Alex receives the gift of the perfectly lovely Birthday Bunny and proceeds to scribble throughout to create a completely different story – Battle Bunny. The authors and illustrator should also be praised for producing such a well-made book – it really does feel like a classic Ladybird style story that has been written on. After all, how far a step is it from the child who updates preexisting narratives to the child to makes up stories of their own.

Both a fun story that most young children will enjoy for its irreverence, and also a sly critique on contemporary literacy. I loved the way that both Jon Scieszka and Mac Barnett wrote this story as you have the story about Birthday Bunny being the actual story going on here while the story about Battle Bunny is the one that is being written over the “Birthday Bunny” story (with childlike drawings and multiple crossing out of words being shown in loving detail).
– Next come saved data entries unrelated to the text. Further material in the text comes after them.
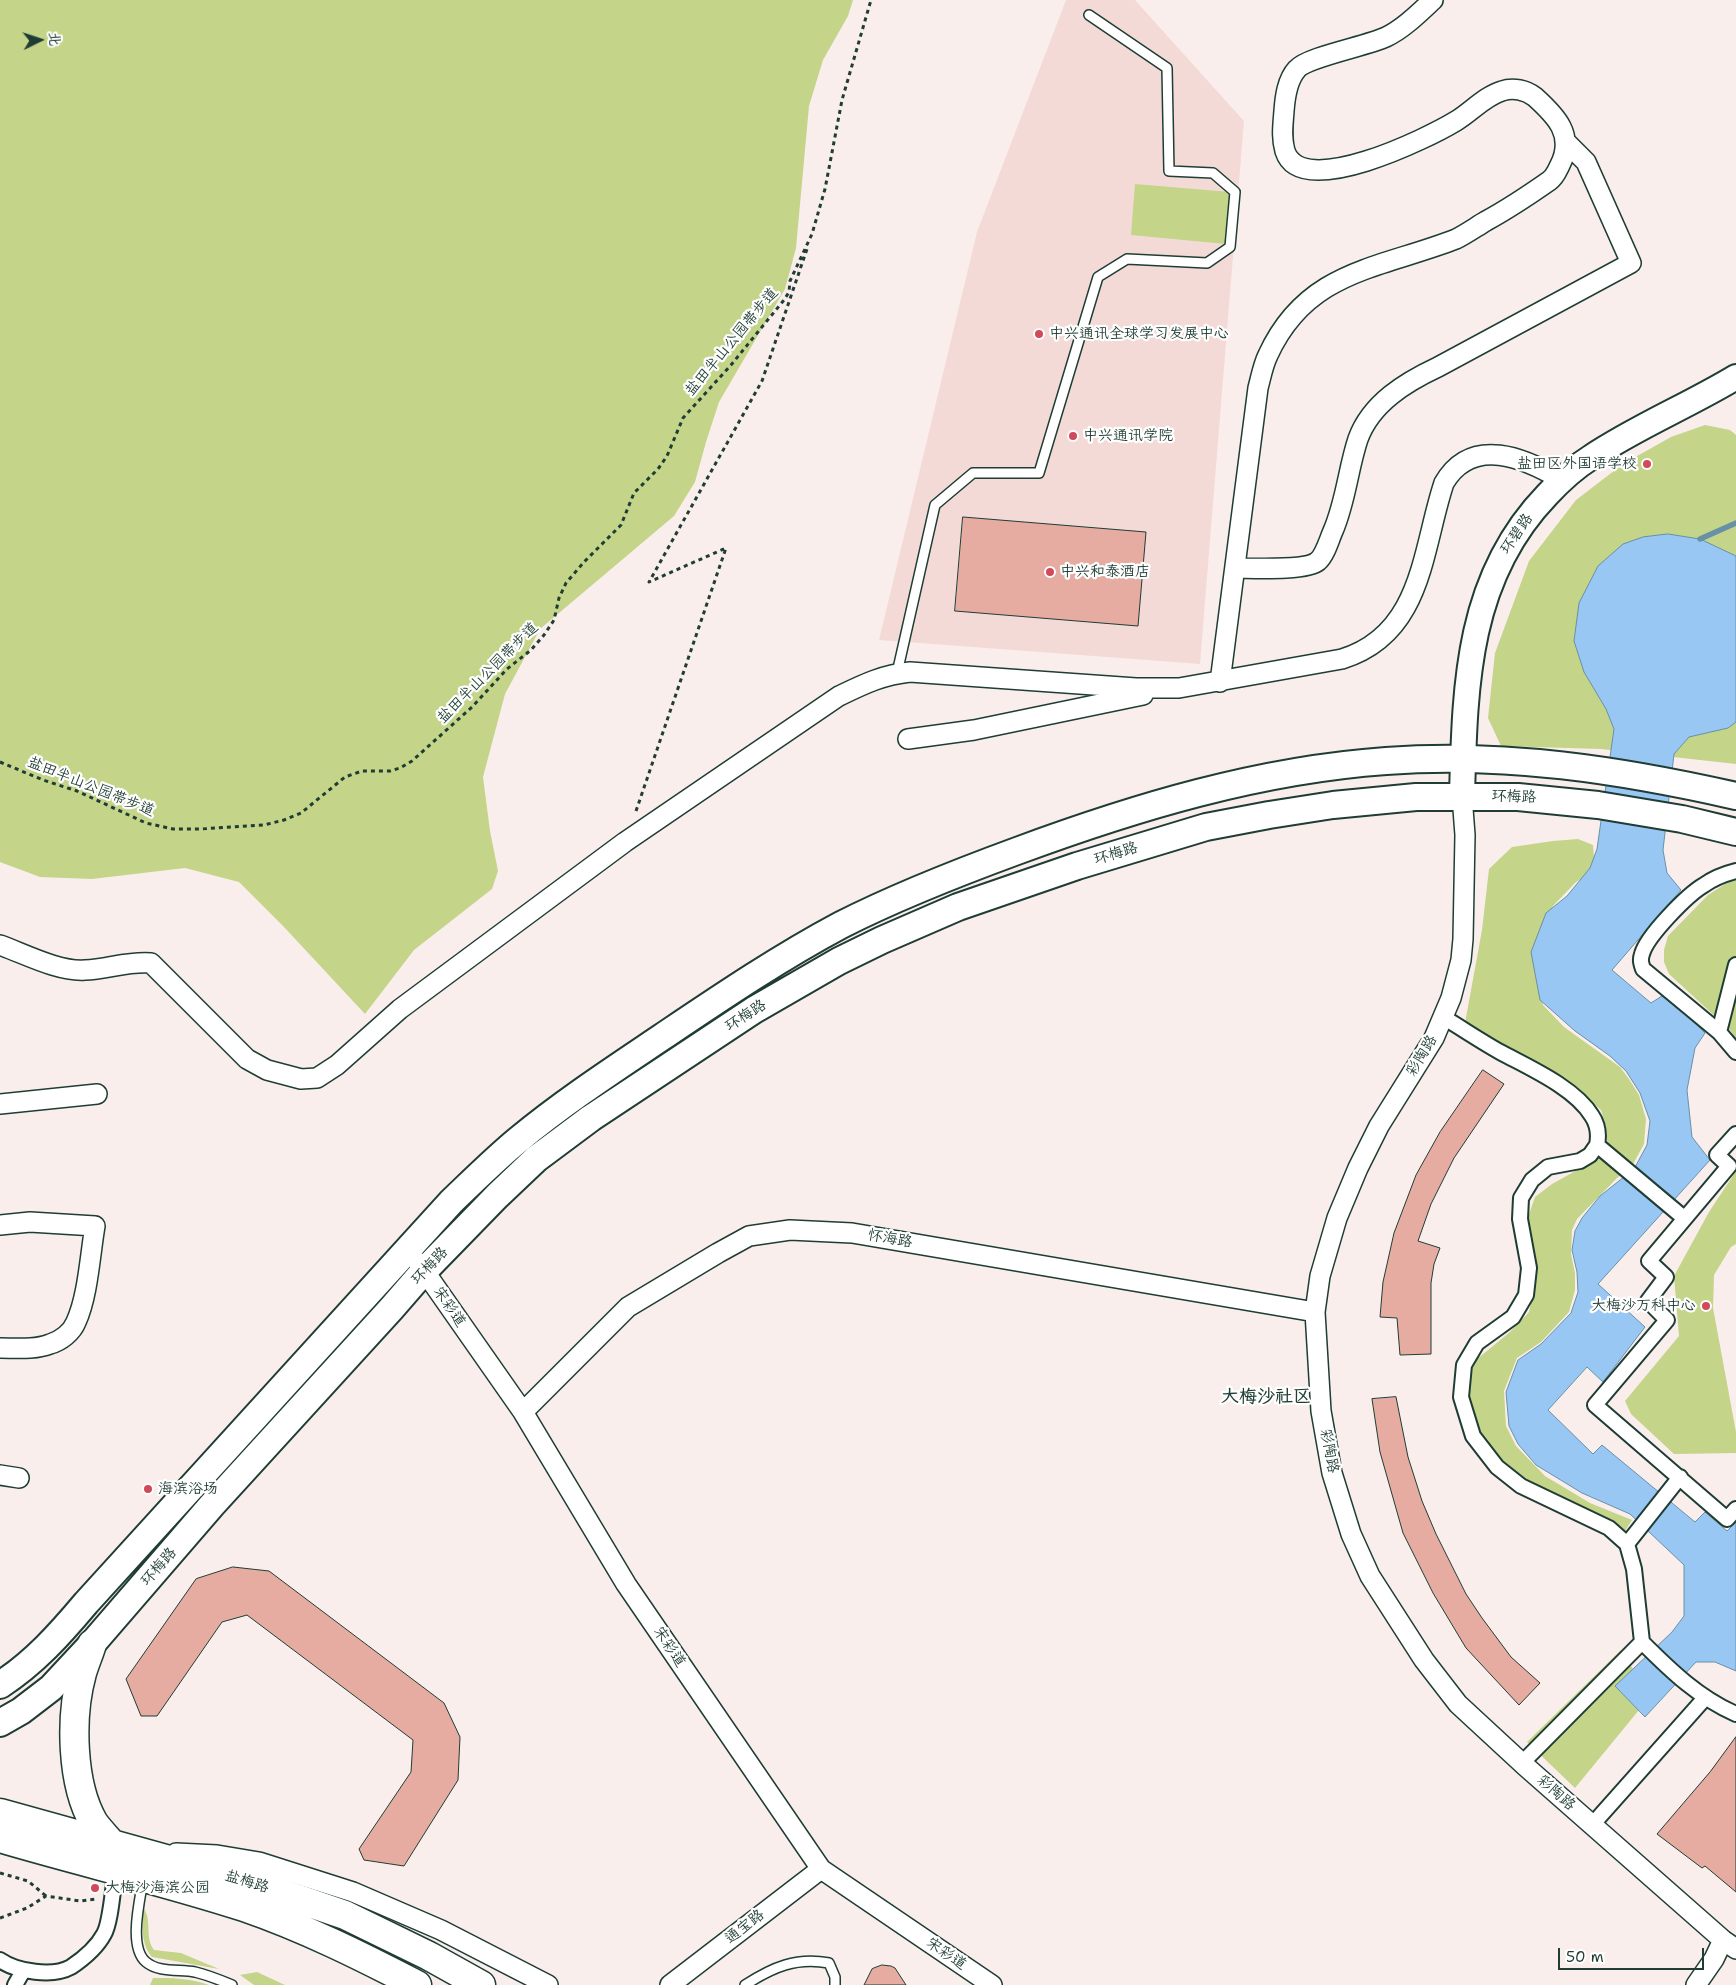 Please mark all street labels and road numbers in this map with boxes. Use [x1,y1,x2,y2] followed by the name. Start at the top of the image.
[682,285,782,399] street label: 盐田半山公园带步道
[1497,510,1537,558] street label: 环碧路
[434,619,542,727] street label: 盐田半山公园带步道
[25,753,157,821] street label: 盐田半山公园带步道
[1491,787,1537,807] street label: 环梅路
[1092,839,1140,869] street label: 环梅路
[722,996,770,1036] street label: 环梅路
[1403,1032,1441,1080] street label: 彩陶路
[866,1226,914,1252] street label: 怀海路
[408,1243,452,1289] street label: 环梅路
[429,1283,469,1331] street label: 宋彩道
[1316,1427,1342,1475] street label: 彩陶路
[137,1544,181,1590] street label: 环梅路
[649,1623,689,1671] street label: 宋彩道
[1533,1771,1579,1815] street label: 彩陶路
[223,1867,271,1897] street label: 盐梅路
[722,1906,768,1948] street label: 通宝路
[922,1934,970,1974] street label: 宋彩道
I want to make a massive gunline with flintlock rifles who were farmers or blacksmiths a few weeks before, truly the bravest of us.
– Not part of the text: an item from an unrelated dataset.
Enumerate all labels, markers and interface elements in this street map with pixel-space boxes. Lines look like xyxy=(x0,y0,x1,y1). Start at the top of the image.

I really like the Hammerhal Aqsha for the vibrant red of their shields or Greywater Fastness for the Black and yellow-orange scheme. Equally enjoyable is the idea of celebrating the breaking of the rule of writing/rubbing out/destroying of books. I can totally imagine a young boy doing this to one of his old books that he considers babyish, and my only concern is that a child might be inspired to do this to a library book (oh, the horror! Pity the occasional child who will be interrogated by a clerk about how this book came to be so horribly defaced. For a book that breaks the third wall a little better than Battle Bunny, try Circle, Square, Moose by Kelly L Bingham and Paul O Zelinsky.If you look at the cover above you can perhaps see that it appears to be a sweet book of the Golden Book sort, originally titled Birthday Bunny, that has been erased, scribbled on, and reworked by. Alex has vastly improved what once was a limp tale about a bunny that thinks everyone has forgotten his very special day. So in this way, Battle Bunny is a wonderful book to use to talk to students about reading strategies. Gone is the tale of a rabbit trying to work out if any of his animal friends have remembered his birthday and instead we get an epic battle of bunny versus the animal kingdom.